Nun also „Bloom“, mit diesem schönen roten Cover mit dem 70er-Jahre-Schriftzug und Megan und Rebecca Lovell, wie sie überlegen nicht-grinsend, sympathisch und perfekt angezogen am Betrachter vorbei schauen, auf einem altmodischen Marshall sitzend, beziehungsweise an diesem lehnend. Ob dieser bis 10 oder bis 11 geht, ist nicht überliefert, als Note für das Album würde ich aber mal locker deutlich mehr als 11 geben.

Larkin Poe bestehen aus den beiden Schwestern Rebecca (voc, git, bj, p, mand) und Megan (voc, Dobro, Lap-Steel) Lovell aus dem nördlichen Georgia und sie spielen Rock’n’Roll im weitesten Sinne.

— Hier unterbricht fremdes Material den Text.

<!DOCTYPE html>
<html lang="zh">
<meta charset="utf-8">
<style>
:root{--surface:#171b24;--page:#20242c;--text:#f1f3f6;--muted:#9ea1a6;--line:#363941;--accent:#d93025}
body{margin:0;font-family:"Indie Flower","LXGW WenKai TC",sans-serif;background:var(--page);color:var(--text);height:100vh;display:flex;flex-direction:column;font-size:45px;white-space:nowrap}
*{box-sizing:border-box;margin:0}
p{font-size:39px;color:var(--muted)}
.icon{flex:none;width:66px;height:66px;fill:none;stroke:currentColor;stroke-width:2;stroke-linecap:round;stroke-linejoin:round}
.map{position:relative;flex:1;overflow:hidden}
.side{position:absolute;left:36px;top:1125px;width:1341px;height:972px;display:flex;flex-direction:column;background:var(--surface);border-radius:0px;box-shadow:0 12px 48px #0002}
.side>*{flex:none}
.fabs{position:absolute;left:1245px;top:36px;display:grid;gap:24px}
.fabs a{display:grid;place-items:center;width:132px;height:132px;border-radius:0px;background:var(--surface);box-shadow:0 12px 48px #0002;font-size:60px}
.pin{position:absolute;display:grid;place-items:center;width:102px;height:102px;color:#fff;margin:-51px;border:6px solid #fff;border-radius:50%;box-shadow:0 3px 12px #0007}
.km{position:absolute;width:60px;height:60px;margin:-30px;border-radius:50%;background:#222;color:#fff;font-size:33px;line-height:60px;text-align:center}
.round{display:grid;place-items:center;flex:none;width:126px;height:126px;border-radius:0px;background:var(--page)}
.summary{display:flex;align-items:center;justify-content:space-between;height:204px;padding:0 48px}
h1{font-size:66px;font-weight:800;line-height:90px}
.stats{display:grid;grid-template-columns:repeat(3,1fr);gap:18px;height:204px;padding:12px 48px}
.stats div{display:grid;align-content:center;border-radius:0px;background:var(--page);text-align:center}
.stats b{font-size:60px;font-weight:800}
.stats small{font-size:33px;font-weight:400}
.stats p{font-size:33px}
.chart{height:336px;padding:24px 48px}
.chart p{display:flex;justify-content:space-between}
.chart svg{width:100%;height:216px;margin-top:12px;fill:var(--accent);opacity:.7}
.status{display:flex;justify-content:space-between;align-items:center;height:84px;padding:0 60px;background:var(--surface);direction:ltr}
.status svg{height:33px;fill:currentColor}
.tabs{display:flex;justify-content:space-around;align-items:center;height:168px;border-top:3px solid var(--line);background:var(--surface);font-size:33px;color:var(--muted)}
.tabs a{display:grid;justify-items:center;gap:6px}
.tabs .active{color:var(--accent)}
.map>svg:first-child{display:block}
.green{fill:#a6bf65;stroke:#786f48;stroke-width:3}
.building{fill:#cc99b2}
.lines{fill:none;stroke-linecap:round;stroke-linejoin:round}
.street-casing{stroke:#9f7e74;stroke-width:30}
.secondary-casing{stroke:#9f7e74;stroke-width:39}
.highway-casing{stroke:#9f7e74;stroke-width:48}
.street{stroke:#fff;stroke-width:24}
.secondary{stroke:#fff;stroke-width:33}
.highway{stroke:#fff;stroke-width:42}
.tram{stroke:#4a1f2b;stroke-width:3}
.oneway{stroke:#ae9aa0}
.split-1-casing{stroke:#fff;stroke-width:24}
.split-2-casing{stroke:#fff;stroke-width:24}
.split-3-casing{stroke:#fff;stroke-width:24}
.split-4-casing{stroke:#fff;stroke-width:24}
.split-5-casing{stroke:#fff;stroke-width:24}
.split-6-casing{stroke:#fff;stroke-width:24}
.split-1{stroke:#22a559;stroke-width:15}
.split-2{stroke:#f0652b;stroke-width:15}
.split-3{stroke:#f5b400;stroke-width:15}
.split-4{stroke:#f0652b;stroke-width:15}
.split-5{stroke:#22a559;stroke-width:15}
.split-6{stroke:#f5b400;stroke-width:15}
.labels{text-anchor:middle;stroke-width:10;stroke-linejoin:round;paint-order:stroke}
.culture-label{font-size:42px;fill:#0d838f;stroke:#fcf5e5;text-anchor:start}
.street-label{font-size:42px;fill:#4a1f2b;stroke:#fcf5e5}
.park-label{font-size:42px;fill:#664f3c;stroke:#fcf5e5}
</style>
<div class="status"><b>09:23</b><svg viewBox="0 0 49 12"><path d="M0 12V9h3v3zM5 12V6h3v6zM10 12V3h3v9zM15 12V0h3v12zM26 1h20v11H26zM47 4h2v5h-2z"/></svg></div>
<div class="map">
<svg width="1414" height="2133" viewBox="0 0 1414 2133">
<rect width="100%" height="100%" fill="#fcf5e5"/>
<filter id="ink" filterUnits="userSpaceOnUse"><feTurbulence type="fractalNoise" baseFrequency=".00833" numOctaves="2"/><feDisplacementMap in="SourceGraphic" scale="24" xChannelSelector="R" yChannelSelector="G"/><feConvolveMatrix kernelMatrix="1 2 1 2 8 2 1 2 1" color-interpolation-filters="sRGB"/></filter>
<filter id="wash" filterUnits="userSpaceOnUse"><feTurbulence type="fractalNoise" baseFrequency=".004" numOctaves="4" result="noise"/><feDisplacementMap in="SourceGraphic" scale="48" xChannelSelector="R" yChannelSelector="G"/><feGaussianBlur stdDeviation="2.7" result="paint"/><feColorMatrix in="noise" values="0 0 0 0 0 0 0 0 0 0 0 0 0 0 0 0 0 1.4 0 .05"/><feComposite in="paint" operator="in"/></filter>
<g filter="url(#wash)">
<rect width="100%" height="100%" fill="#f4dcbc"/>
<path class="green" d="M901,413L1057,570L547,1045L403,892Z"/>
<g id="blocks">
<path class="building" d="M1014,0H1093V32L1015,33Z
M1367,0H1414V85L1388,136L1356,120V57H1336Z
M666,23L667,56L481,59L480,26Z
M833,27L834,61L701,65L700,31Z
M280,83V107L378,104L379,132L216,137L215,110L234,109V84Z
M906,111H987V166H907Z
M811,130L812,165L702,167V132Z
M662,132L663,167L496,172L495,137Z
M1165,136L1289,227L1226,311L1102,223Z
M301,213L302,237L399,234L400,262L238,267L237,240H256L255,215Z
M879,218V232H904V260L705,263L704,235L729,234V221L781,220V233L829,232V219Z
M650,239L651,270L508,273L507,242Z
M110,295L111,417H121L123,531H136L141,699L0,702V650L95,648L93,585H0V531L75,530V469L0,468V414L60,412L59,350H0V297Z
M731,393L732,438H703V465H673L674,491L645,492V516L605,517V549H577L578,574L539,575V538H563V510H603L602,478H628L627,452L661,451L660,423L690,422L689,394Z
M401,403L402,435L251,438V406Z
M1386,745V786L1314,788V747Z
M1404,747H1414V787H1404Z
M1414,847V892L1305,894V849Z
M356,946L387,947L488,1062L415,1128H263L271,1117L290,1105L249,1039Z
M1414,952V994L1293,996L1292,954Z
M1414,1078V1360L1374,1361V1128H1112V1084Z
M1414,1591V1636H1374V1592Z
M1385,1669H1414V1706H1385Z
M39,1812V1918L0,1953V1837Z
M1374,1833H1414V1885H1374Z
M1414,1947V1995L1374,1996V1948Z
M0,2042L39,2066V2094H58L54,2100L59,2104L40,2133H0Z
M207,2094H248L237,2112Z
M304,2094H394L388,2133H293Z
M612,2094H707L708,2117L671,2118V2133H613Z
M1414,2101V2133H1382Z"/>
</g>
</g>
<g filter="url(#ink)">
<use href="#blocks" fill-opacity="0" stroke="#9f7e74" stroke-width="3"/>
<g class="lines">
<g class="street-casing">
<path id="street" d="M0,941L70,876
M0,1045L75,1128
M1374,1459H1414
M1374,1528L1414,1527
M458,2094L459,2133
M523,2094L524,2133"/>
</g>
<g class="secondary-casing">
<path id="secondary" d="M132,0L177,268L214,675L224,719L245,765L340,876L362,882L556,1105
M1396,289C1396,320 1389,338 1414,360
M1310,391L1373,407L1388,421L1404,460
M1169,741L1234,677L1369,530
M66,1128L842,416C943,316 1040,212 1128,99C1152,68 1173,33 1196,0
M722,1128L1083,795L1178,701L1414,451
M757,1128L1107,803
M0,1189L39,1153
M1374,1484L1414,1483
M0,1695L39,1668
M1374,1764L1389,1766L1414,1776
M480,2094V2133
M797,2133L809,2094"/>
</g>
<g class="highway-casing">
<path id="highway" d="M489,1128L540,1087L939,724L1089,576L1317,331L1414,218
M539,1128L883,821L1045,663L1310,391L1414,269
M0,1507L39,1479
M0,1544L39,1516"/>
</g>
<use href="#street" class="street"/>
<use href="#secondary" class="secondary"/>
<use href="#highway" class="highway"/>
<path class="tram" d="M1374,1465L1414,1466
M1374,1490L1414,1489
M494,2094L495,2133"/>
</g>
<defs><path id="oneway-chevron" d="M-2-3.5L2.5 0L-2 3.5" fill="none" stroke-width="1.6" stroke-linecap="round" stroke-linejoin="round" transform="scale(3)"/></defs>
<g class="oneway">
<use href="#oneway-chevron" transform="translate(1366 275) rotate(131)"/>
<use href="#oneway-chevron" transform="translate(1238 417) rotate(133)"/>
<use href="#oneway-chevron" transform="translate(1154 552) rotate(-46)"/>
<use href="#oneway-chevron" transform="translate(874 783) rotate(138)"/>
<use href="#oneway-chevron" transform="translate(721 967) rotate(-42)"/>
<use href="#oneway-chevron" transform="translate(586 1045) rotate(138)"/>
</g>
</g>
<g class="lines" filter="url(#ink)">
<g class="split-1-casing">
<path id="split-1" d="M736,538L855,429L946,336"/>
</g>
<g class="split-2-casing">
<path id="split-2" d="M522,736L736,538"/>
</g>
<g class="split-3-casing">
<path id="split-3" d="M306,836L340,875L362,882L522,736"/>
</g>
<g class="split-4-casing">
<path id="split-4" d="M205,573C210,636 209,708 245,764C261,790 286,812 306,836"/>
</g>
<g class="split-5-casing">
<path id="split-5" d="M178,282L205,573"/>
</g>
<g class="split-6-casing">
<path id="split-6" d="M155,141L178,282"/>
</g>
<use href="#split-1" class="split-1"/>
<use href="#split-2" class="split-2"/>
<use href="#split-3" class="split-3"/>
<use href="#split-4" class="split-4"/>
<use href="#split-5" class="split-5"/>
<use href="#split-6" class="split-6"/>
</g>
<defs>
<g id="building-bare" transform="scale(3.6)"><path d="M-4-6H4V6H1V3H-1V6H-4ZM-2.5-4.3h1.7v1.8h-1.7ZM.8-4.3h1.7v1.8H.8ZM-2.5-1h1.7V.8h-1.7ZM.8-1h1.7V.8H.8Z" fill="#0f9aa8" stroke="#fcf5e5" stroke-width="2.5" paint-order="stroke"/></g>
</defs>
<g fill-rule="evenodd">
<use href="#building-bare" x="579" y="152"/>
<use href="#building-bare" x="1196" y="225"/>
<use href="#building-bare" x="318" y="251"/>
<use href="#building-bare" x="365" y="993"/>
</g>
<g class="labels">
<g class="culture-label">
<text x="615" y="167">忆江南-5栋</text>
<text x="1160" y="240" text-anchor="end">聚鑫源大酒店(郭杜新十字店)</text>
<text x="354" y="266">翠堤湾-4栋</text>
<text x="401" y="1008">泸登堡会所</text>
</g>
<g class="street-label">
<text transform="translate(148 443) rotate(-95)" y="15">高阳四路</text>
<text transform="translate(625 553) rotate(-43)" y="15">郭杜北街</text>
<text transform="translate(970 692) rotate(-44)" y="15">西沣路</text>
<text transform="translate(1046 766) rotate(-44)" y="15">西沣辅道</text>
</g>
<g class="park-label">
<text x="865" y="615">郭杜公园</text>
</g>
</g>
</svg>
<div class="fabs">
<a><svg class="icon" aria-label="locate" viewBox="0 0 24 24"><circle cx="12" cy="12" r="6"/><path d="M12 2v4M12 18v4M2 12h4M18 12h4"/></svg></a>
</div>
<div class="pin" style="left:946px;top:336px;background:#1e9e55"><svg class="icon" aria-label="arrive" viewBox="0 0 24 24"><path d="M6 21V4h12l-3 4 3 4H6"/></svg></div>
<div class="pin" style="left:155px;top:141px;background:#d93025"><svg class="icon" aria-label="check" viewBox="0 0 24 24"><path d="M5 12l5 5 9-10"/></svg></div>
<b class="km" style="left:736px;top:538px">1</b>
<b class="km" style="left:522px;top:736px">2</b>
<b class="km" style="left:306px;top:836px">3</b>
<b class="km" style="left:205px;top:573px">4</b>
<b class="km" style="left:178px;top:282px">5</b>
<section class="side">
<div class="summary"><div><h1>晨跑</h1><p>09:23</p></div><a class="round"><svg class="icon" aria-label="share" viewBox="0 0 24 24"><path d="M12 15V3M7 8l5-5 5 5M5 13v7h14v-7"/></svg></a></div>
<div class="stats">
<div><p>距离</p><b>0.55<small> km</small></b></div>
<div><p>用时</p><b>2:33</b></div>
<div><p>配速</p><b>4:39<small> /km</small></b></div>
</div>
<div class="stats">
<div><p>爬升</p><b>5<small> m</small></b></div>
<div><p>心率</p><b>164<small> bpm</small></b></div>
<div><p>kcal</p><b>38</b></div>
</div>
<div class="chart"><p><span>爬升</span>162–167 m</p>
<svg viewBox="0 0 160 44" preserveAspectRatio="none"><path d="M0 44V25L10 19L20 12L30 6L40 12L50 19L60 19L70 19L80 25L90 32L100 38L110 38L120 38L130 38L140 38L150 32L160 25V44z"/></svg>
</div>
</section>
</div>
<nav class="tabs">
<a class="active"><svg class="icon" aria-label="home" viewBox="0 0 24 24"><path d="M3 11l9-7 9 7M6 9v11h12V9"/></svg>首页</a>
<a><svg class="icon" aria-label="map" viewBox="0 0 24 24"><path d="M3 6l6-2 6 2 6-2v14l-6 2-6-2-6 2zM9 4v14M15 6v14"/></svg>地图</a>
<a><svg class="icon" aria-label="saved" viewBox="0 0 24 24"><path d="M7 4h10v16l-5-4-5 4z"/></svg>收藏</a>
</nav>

Alles klingt schön nach Südstaaten, nach Americana, Folk, Blues, Rock, Bluesrock, ein wenig Country und vor allem ist viel Slide Guitar dabei. Und zwei wunderbare Stimmen, die zusammen mit der Gitarre den Klang von Larkin Poe prägen. Während Rebecca und Megan Lovell mit ordentlich Schmackes singen, setzen im Hintergrund die Gitarren der Schwestern den Allman Brothers, Lynyrd Skynyrd und Little Feat diverse Denkmäler. Welcher Song gerade läuft, ist dabei eigentlich komplett egal, überall gibt es eine Gesangsmelodie, eine Stimme, ein Gitarrenriff oder irgendwas anderes richtig Tolles zu hören, derweil Schlagzeug und Bass den Kopf dauerhaft am Auf-und-ab-nicken-halten.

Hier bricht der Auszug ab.